Obtained from: Amazon
The book, IBM Lotus Sametime 8 Essentials: A User's Guide is written for users, just as the title suggests. While some edges of administraiton are hit for purely reference points, they do a great job of telling users to call their Sametime administrators for questions and items beyond the scope of the book. The book is hefty for a user at 284 pages. But if you want "soup to nuts" information on the Sametime client in your users hands, this is it. Even as an administrator you learn quite a few tips and tricks on the UI side you did not know existed.
The screenshots and attention to detail makes it almost a show and tell type scenario for implementing anything the authors discuss and suggest. Sametime is a large product between chat, communities, external contacts, Advanced, meetings and even integration with the Notes client. Tom and Marie conquer it all breaking each part into it's own chapter. They build upon previous chapters well and slowly move the user experience into productivity and not just bells and whistles.
Explaining what a community is, who authentication and login works and variations in usernames is beneficial to an end user that will read this. Something most end users books do not take into account. I also appreciate how they taught buddy list name lookup and management to get users chatting right away once they are connected.

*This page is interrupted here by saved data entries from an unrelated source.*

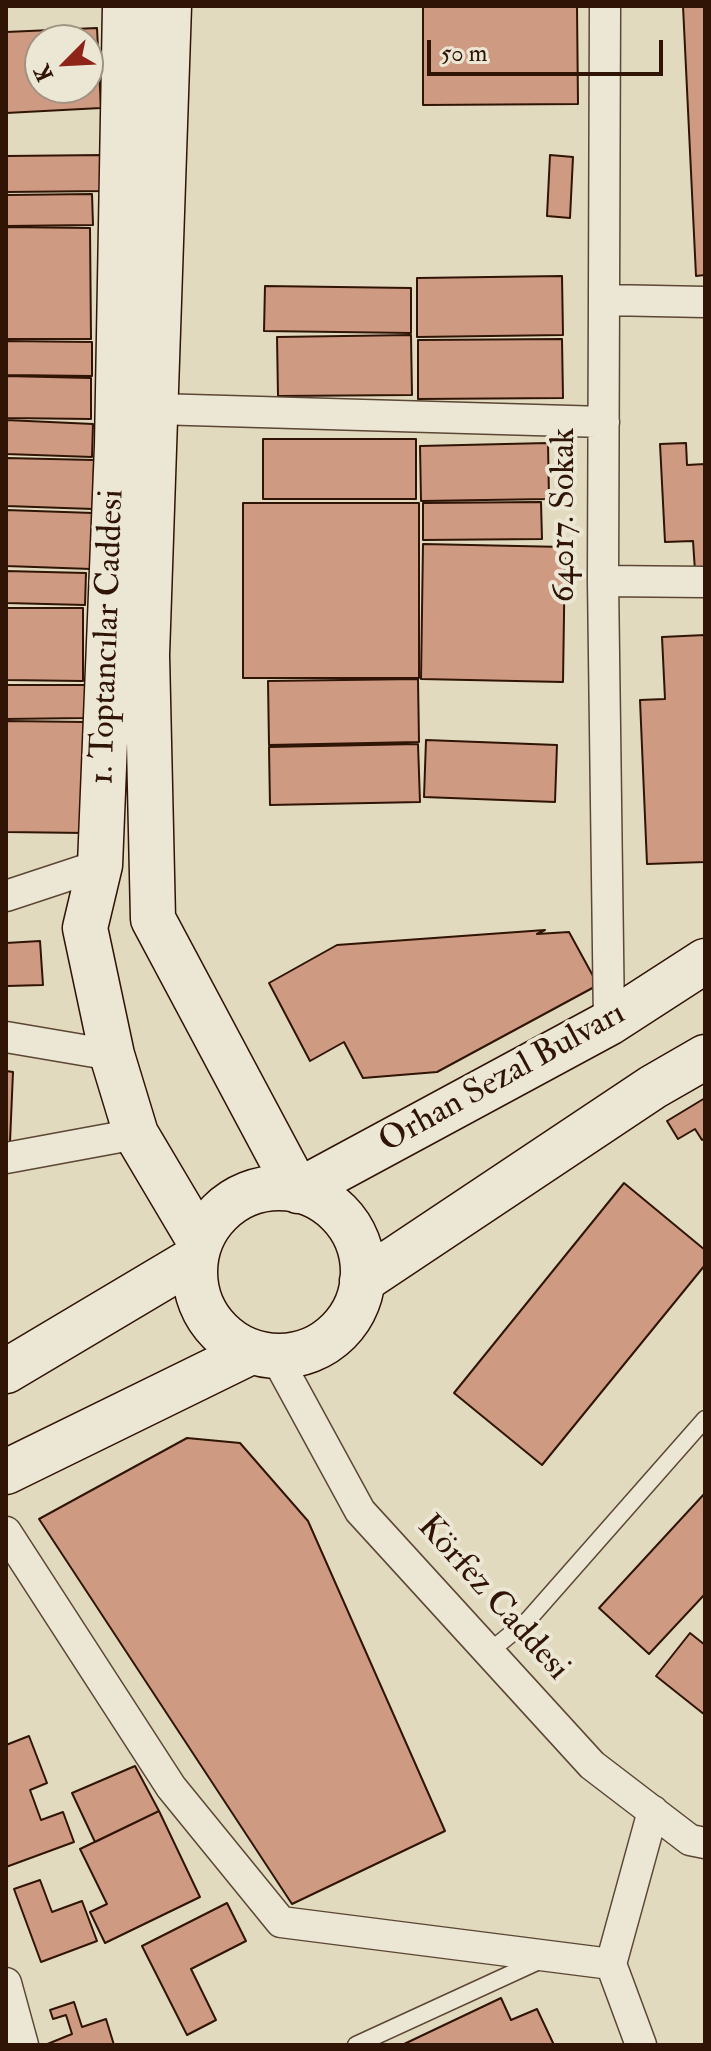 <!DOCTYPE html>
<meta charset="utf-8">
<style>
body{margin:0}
#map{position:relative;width:711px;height:2051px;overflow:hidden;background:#e2dabf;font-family:"IM FELL Double Pica",serif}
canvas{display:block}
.frame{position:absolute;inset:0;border:8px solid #301405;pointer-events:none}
.north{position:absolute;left:24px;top:24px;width:80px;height:80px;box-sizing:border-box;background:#ece7d5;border:2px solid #a19382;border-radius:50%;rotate:246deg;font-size:22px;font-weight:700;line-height:32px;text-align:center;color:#301405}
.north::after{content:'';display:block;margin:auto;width:28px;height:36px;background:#8f2418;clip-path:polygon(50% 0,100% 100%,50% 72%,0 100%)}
.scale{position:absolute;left:427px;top:40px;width:236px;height:36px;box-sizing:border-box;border:4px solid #301405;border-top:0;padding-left:10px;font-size:24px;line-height:28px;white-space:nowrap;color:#301405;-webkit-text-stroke:6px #ece7d5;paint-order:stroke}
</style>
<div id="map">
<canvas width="711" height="2051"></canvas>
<div class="frame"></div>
<div class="north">K</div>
<div class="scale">50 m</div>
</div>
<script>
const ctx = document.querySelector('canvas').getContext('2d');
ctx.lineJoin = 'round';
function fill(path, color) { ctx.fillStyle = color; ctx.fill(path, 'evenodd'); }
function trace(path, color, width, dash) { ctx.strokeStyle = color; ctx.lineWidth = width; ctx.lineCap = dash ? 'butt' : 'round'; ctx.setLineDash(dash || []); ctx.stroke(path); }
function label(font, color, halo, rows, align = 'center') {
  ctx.font = font + ' "IM FELL Double Pica",serif'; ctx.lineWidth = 8; ctx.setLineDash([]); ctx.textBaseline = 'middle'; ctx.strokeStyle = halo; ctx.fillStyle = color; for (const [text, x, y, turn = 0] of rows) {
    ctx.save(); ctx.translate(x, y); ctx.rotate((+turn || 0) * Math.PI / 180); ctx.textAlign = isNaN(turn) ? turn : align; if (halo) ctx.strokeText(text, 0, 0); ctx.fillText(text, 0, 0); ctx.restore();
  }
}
const building = new Path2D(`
 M423,6H577L578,104L423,105Z
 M683,6H705V275L696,276Z
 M97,28L101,108L6,113V32ZM40,40H88V88H40Z
 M105,155L106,191L6,192V156Z
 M550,155L573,157L570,218L547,216Z
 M92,194L93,225L6,226V195Z
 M6,227L90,228L91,339H6Z
 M562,276L563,335L417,337V278Z
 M265,286L411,288V333L264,331Z
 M411,335L412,395L278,396L277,337Z
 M562,339L563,398L418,399V340Z
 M6,341L92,342V376L6,375Z
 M6,376L91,378V419L6,418Z
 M6,420L93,424L92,457L6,454Z
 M263,439H416V499H263Z
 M548,443L549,499L421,501L420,446Z
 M686,443L687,465L705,464V571H695L693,541L665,542L660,444Z
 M6,458L94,460L93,509L6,506Z
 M541,502L542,539L423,540V503Z
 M243,503H419V678H243Z
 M6,510L93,513L91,569L6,566Z
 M423,544L565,547L563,682L421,679Z
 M6,571L86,573L85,605L6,603Z
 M6,608H83V681L6,680Z
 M705,635V862L647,864L640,700L665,699L662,637Z
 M418,679L419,742L269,745L268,681Z
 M6,685H86V718L6,719Z
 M6,721L86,722V833L6,832Z
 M426,740L557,745L555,802L424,797Z
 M418,744L420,802L270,805L269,747Z
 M545,930L537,934L569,932L598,985L437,1072L363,1078L344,1042L310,1061L269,983L337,945Z
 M40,941L43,985L7,986L6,943Z
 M6,1071L13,1072L10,1142H6Z
 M705,1098V1138L702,1140L695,1129L678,1139L667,1121Z
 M624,1183L705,1250V1265L542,1465L454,1393Z
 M187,1438L240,1443L308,1521L445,1831L292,1904L39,1519Z
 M705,1493V1594L649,1654L599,1608Z
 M690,1633L705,1645V1715L656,1676Z
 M29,1736L47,1783L30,1790L41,1820L63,1812L74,1842L6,1867V1745Z
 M135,1766L159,1811L95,1842L72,1793Z
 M159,1811L200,1897L105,1943L90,1912L107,1904L80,1849Z
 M40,1880L52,1912L82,1901L97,1941L41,1962L14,1889Z
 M227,1903L246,1941L191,1969L216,2020L187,2035L142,1946Z
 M501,1998L511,2020L537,2009L554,2045H402Z
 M74,2002L82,2027L106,2019L114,2045H45L72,2034L66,2015L53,2019L50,2010Z`);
fill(building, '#ce9b82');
trace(building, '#301405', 2);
const lane = new Path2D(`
 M489,1652L528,1620L705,1419
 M356,2045L541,1960`);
const street = new Path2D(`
 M605,6L603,581L609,1023
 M606,300L705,302
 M156,409L604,422
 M603,581L705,582
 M6,896L100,865
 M6,1037L112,1055
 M6,1158L136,1134
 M276,1357L360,1511L592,1765L690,1840L705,1843
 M6,1532L171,1787L281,1922L611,1964
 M6,1983L23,2045
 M641,2045L611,1964L653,1811`);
const secondary = new Path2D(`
 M125,6L117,446L100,865L85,928L112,1055L136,1134L200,1242
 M169,6L147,655L153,919L298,1191L609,1023L705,961
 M195 1272a84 84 0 1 1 168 0a84 84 0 1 1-168 0Z
 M362,1281L653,1087L705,1057
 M6,1371L196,1258
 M6,1472L251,1352`);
trace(lane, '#5c4634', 19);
trace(street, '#5c4634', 33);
trace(secondary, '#301405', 47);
trace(lane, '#ece7d5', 16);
trace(street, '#ece7d5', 30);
trace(secondary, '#ece7d5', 44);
label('34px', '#301405', '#ece7d5', [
 ["64017. Sokak",566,515,-90],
 ["1. Toptancılar Caddesi",109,637,-88],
 ["Orhan Sezal Bulvarı",503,1079,-29],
 ["Körfez Caddesi",492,1599,48]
]);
</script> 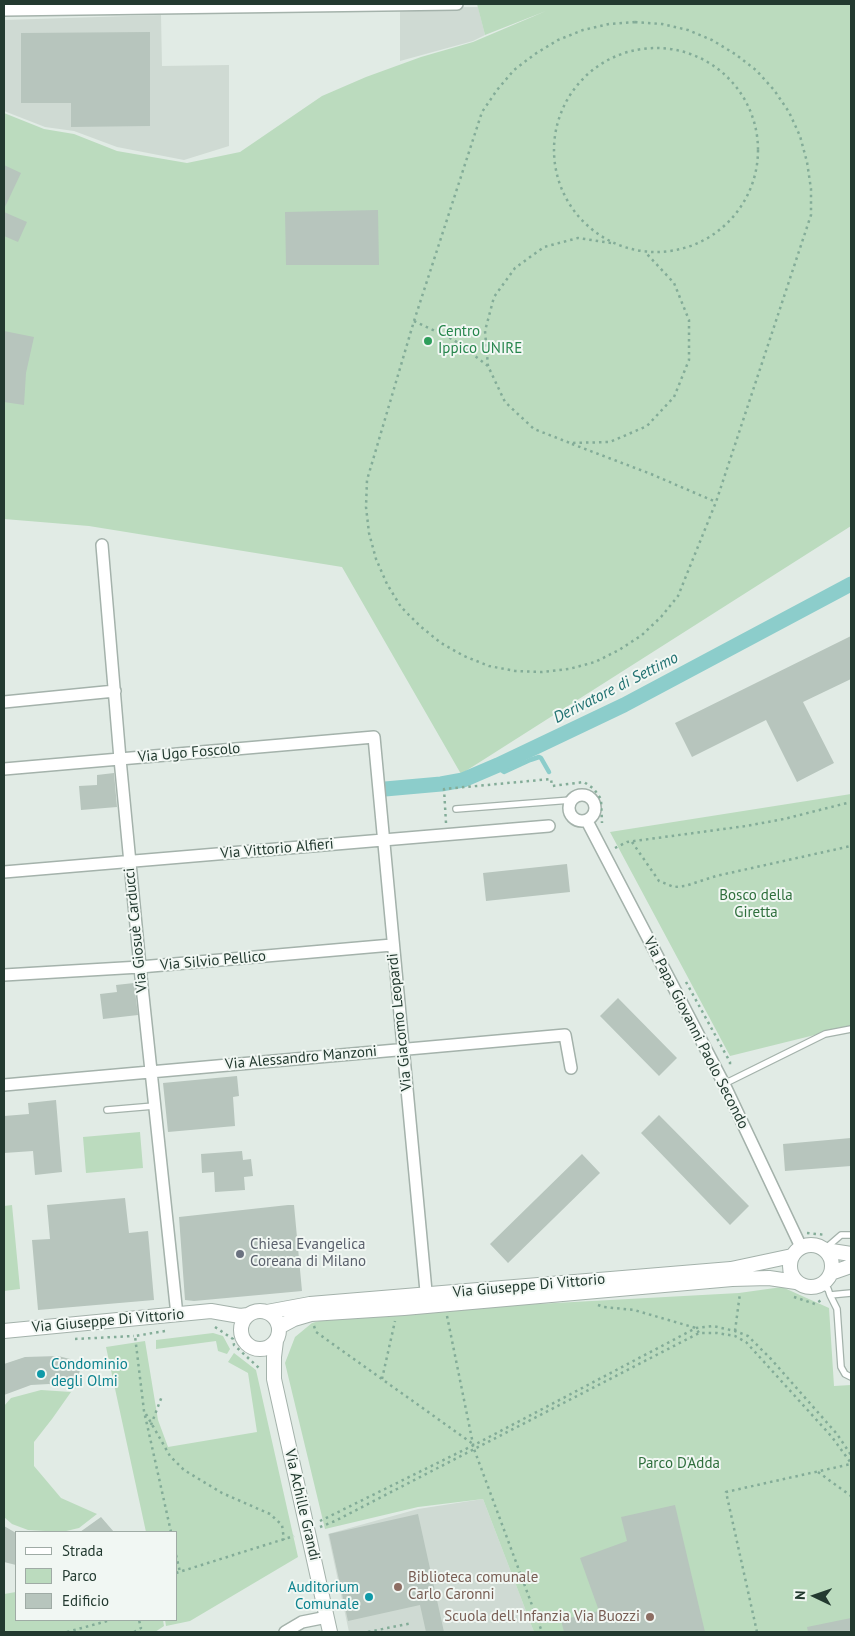 <!DOCTYPE html>
<meta charset="utf-8">
<style>
body{margin:0}
#map{position:relative;width:855px;height:1636px;overflow:hidden;background:#e1ebe5;font-family:"PT Sans",sans-serif}
canvas{display:block}
.frame{position:absolute;inset:0;border:5px solid #233a30;pointer-events:none}
.legend{position:absolute;left:15px;top:1531px;width:162px;height:90px;box-sizing:border-box;background:#f1f7f3;border:1px solid #9faba5;margin:0;padding:6px 9px;list-style:none;font-size:15px;color:#233a30}
.legend li{display:flex;align-items:center;gap:10px;height:25px}
.legend b{width:25px;border:1px solid #9faba5}
.north{position:absolute;left:790px;top:1571px;width:50px;height:50px;-webkit-text-stroke:4px #f1f7f3;paint-order:stroke;rotate:273deg;font-size:14px;font-weight:700;line-height:20px;text-align:center;color:#233a30}
.north::after{content:'';display:block;margin:auto;width:18px;height:22px;background:#233a30;clip-path:polygon(50% 0,100% 100%,50% 72%,0 100%)}
</style>
<div id="map">
<canvas width="855" height="1636"></canvas>
<div class="frame"></div>
<ul class="legend">
<li><b style="height:6px;background:#fff"></b>Strada</li>
<li><b style="height:14px;background:#bbdbbe"></b>Parco</li>
<li><b style="height:14px;background:#b7c5bd"></b>Edificio</li>
</ul>
<div class="north">N</div>
</div>
<script>
const ctx = document.querySelector('canvas').getContext('2d');
ctx.lineJoin = 'round';
function fillPath(path, color) {
  ctx.fillStyle = color;
  ctx.fill(path, 'evenodd');
}
function shape(rows) {
  const path = new Path2D();
  for (const r of rows) {
    if (r.length === 3) {
      path.moveTo(r[0] + r[2], r[1]);
      path.arc(r[0], r[1], r[2], 0, 2 * Math.PI);
      continue;
    }
    path.moveTo(r[0], r[1]);
    for (let i = 2; i < r.length; i += 2) path.lineTo(r[i], r[i + 1]);
  }
  return path;
}
function strokePath(path, color, width, dash) {
  ctx.strokeStyle = color;
  ctx.lineWidth = width;
  ctx.lineCap = dash ? 'butt' : 'round';
  ctx.setLineDash(dash || []);
  ctx.stroke(path);
}
function drawText(font, color, halo, rows, align = 'center') {
  ctx.font = font + ' "PT Sans",sans-serif';
  ctx.lineWidth = 4;
  ctx.setLineDash([]);
  ctx.textBaseline = 'middle';
  ctx.strokeStyle = halo;
  ctx.fillStyle = color;
  for (const [text, x, y, turn = 0] of rows) {
    ctx.save();
    ctx.translate(x, y);
    ctx.rotate((+turn || 0) * Math.PI / 180);
    ctx.textAlign = isNaN(turn) ? turn : align;
    if (halo) ctx.strokeText(text, 0, 0);
    ctx.fillText(text, 0, 0);
    ctx.restore();
  }
}
const built = shape([
 [478,7,485,35,473,41,400,61,400,8],
 [161,15,162,66,229,65,229,146,184,160,117,147,74,131,45,127,4,111,4,20],
 [483,1499,534,1632,349,1632,328,1534,418,1509]
]);
const green = shape([
 [477,4,851,4,851,526,461,774,342,567,89,526,4,519,4,113,44,129,74,134,117,151,187,163,240,152,322,96,366,77,421,57,473,42,546,11,485,35],
 [851,794,851,1026,730,1056,610,832],
 [140,1132,143,1168,86,1173,83,1137],
 [12,1205,20,1289,4,1291,4,1206],
 [782,1287,829,1308,834,1386,851,1385,851,1632,534,1632,483,1499,418,1507,325,1529,285,1363,295,1337,312,1323,331,1318,445,1309,739,1293],
 [213,1333,223,1336,230,1349,227,1354,218,1351,216,1341,156,1349,156,1340],
 [145,1341,158,1420,168,1447,257,1432,248,1373,228,1362,234,1353,256,1370,298,1557,190,1621,166,1626,165,1620,176,1620,176,1532,146,1532,106,1347],
 [41,1390,71,1392,52,1419,34,1442,34,1466,61,1498,97,1514,79,1528,62,1532,28,1530,12,1524,4,1517,4,1406,11,1398],
 [16,1592,16,1620,163,1620,164,1626,155,1632,4,1632,4,1594]
]);
const stream = shape([
 [498,765,501,770,504,772,530,760,539,757,541,758,549,772]
]);
const canal = shape([
 [385,789,441,784,463,780,498,765,624,705,851,584]
]);
const building = shape([
 [150,32,150,126,71,127,71,103,21,103,21,33],
 [4,165,21,173,4,209],
 [378,210,379,265,286,265,285,212],
 [4,212,27,222,18,242,4,236],
 [4,331,34,337,26,373,24,405,4,402],
 [851,636,851,679,803,702,834,763,797,782,766,720,692,757,675,723],
 [114,773,117,807,81,810,79,786,97,785,97,775],
 [567,864,570,892,486,901,483,873],
 [134,983,138,1015,103,1019,100,994,117,992,116,985],
 [618,998,677,1058,659,1076,600,1016],
 [237,1076,239,1096,233,1097,235,1126,168,1132,163,1083],
 [56,1100,62,1172,35,1175,33,1151,4,1153,4,1116,29,1114,28,1103],
 [659,1115,749,1206,730,1225,641,1133],
 [851,1138,851,1166,785,1171,783,1144],
 [242,1151,243,1160,251,1159,253,1176,244,1177,245,1190,215,1192,214,1172,202,1173,201,1154],
 [582,1154,600,1173,508,1263,490,1244],
 [125,1198,129,1233,148,1231,154,1300,38,1310,32,1240,50,1239,47,1205],
 [288,1205,294,1205,302,1291,194,1301,185,1300,179,1217],
 [58,1356,82,1362,75,1389,49,1384,31,1385,4,1395,4,1364,25,1357],
 [675,1505,705,1632,564,1632,561,1620,599,1611,580,1558,627,1541,621,1517],
 [418,1514,444,1632,426,1632,420,1605,348,1621,329,1534],
 [101,1517,114,1532,80,1532],
 [4,1526,16,1533,16,1565,4,1562],
 [851,1618,851,1632,808,1632,807,1627]
]);
const path = shape([
 [635,22,662,24,688,30,712,40,735,54,756,70,774,90,789,112,800,136,807,162,811,189,811,215,716,502,678,596,661,617,642,635,619,650,595,662,569,669,542,672,515,671,489,666,464,656,441,643,420,626,401,607,387,584,376,559,369,533,366,507,367,480,414,321,482,112,497,90,514,70,535,54,558,40,583,30,609,24,635,22],
 [656,150,102],
 [611,243,578,238,544,247,515,268,494,297,485,331,488,366,505,402,534,429,570,443,610,442,647,426,674,397,689,360,689,320,674,283,646,253],
 [414,321,454,340,488,366],
 [572,444,651,474,716,502],
 [446,823,444,789,551,779,552,786,584,782,594,789,601,799,602,823],
 [632,842,659,881,674,887,685,886,716,876,851,846],
 [615,848,627,842,746,826,784,819,851,802],
 [686,982,730,1062,730,1068],
 [807,1233,826,1235],
 [794,1297,815,1304,823,1299],
 [598,1305,604,1307,634,1310,696,1328,699,1333],
 [447,1316,474,1449,542,1632],
 [314,1326,316,1332,473,1444],
 [215,1327,233,1339,234,1345,259,1368,260,1371],
 [165,1331,135,1336,144,1411,171,1532],
 [735,1331,740,1293],
 [75,1339,134,1336],
 [382,1379,395,1321],
 [146,1414,170,1456,184,1470,222,1493,270,1514,282,1525,284,1540],
 [151,1425,162,1396],
 [818,1472,851,1496],
 [320,1521,474,1445,696,1328,713,1326,735,1331,748,1336,771,1359,837,1434,851,1455],
 [320,1527,335,1521,699,1333,717,1333,735,1336,746,1342,832,1437,851,1463],
 [176,1555,180,1572],
 [176,1573,294,1536],
 [67,1632,111,1620],
 [134,1632,141,1628,139,1620],
 [368,1632,412,1623],
 [757,1632,726,1492,851,1464]
]);
const service = shape([
 [456,809,571,800],
 [724,1084,825,1034,851,1029],
 [107,1110,154,1106],
 [826,1248,841,1235,851,1235],
 [821,1285,828,1289,830,1295,851,1293],
 [830,1295,837,1309,841,1367,845,1374,851,1377]
]);
const minor = shape([
 [4,10,457,4],
 [102,545,120,759,141,977,177,1315],
 [4,702,115,691],
 [4,769,374,737,427,1302],
 [582,808,13],
 [587,821,724,1084,801,1247],
 [4,872,549,826],
 [4,975,140,967,392,945],
 [4,1085,565,1035,571,1068],
 [285,1632,302,1622,327,1617]
]);
const tertiary = shape([
 [811,1266,21],
 [825,1250,851,1254],
 [831,1273,851,1266],
 [260,1330,19],
 [267,1312,310,1304,731,1269,792,1256],
 [279,1327,294,1319,311,1314,404,1308,732,1279,769,1278,796,1282],
 [4,1331,211,1311,240,1316,248,1315],
 [276,1341,274,1357,274,1379,330,1632]
]);
const markers = [
 [428,341,5,"#2e9e5b"],
 [240,1254,5,"#6b7280"],
 [41,1374,5,"#0f9aa8"],
 [398,1587,5,"#8d6e63"],
 [369,1597,5,"#0f9aa8"],
 [650,1617,5,"#8d6e63"]
];
const leisureNames = [
 ["Centro",438,332],
 ["Ippico UNIRE",438,349]
];
const streetNames = [
 ["Via Ugo Foscolo",189,753,-5],
 ["Via Vittorio Alfieri",277,849,-5],
 ["Via Giosuè Carducci",136,930,-96],
 ["Via Silvio Pellico",213,961,-5],
 ["Via Giacomo Leopardi",400,1022,-96],
 ["Via Papa Giovanni Paolo Secondo",696,1033,63],
 ["Via Alessandro Manzoni",301,1058,-5],
 ["Via Giuseppe Di Vittorio",529,1286,-5],
 ["Via Giuseppe Di Vittorio",108,1321,-5],
 ["Via Achille Grandi",302,1505,77]
];
const parkNames = [
 ["Bosco della",756,896],
 ["Giretta",756,913],
 ["Parco D'Adda",679,1464]
];
const worshipNames = [
 ["Chiesa Evangelica",250,1245],
 ["Coreana di Milano",250,1262]
];
const cultureNames = [
 ["Condominio",51,1365],
 ["degli Olmi",51,1382],
 ["Auditorium",359,1588,"right"],
 ["Comunale",359,1605,"right"]
];
const educationNames = [
 ["Biblioteca comunale",408,1578],
 ["Carlo Caronni",408,1595],
 ["Scuola dell'Infanzia Via Buozzi",640,1617,"right"]
];
const waterNames = [
 ["Derivatore di Settimo",616,688,-27]
];
fillPath(built, '#cfdad3');
fillPath(green, '#bbdbbe');
strokePath(stream, '#8ccdcb', 4.5);
strokePath(canal, '#8ccdcb', 15);
fillPath(building, '#b7c5bd');
strokePath(service, '#a4b2ab', 8);
strokePath(minor, '#a4b2ab', 14);
strokePath(tertiary, '#a4b2ab', 16);
strokePath(path, '#83ac98', 2.5, [2.5, 4]);
strokePath(service, '#fff', 5.5);
strokePath(minor, '#fff', 11);
strokePath(tertiary, '#fff', 14);
for (const [x, y, r, color] of markers) {
  const dot = new Path2D();
  dot.arc(x, y, r, 0, 2 * Math.PI);
  ctx.fillStyle = color;
  ctx.fill(dot);
  strokePath(dot, '#f1f7f3', 2);
}
drawText('15px', '#27864d', '#f1f7f3', leisureNames, 'left');
drawText('15px', '#233a30', '#f1f7f3', streetNames);
drawText('15px', '#2f6f3d', '#f1f7f3', parkNames);
drawText('15px', '#5b616d', '#f1f7f3', worshipNames, 'left');
drawText('15px', '#0d838f', '#f1f7f3', cultureNames, 'left');
drawText('15px', '#785e54', '#f1f7f3', educationNames, 'left');
drawText('italic 16px', '#217272', '#f1f7f3', waterNames);
</script>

I honestly wished they had included two things. One, I hoped that they would have chosen the native Sametime Connect for Blackberry instead of Enterprise Messenger, but that is a personal preference. Two, that they had touched on the plain text integrated chat that shows in the basic client as numerous enterprises still use this as their chat client due to licensing or running Notes (even 8.x and higher) in Basic mode.
This is the only book on this topic and no other will come close. They have set the bar high for any end user guide in the Lotus software community. When they wake up, I hope they prepare for another round of writing.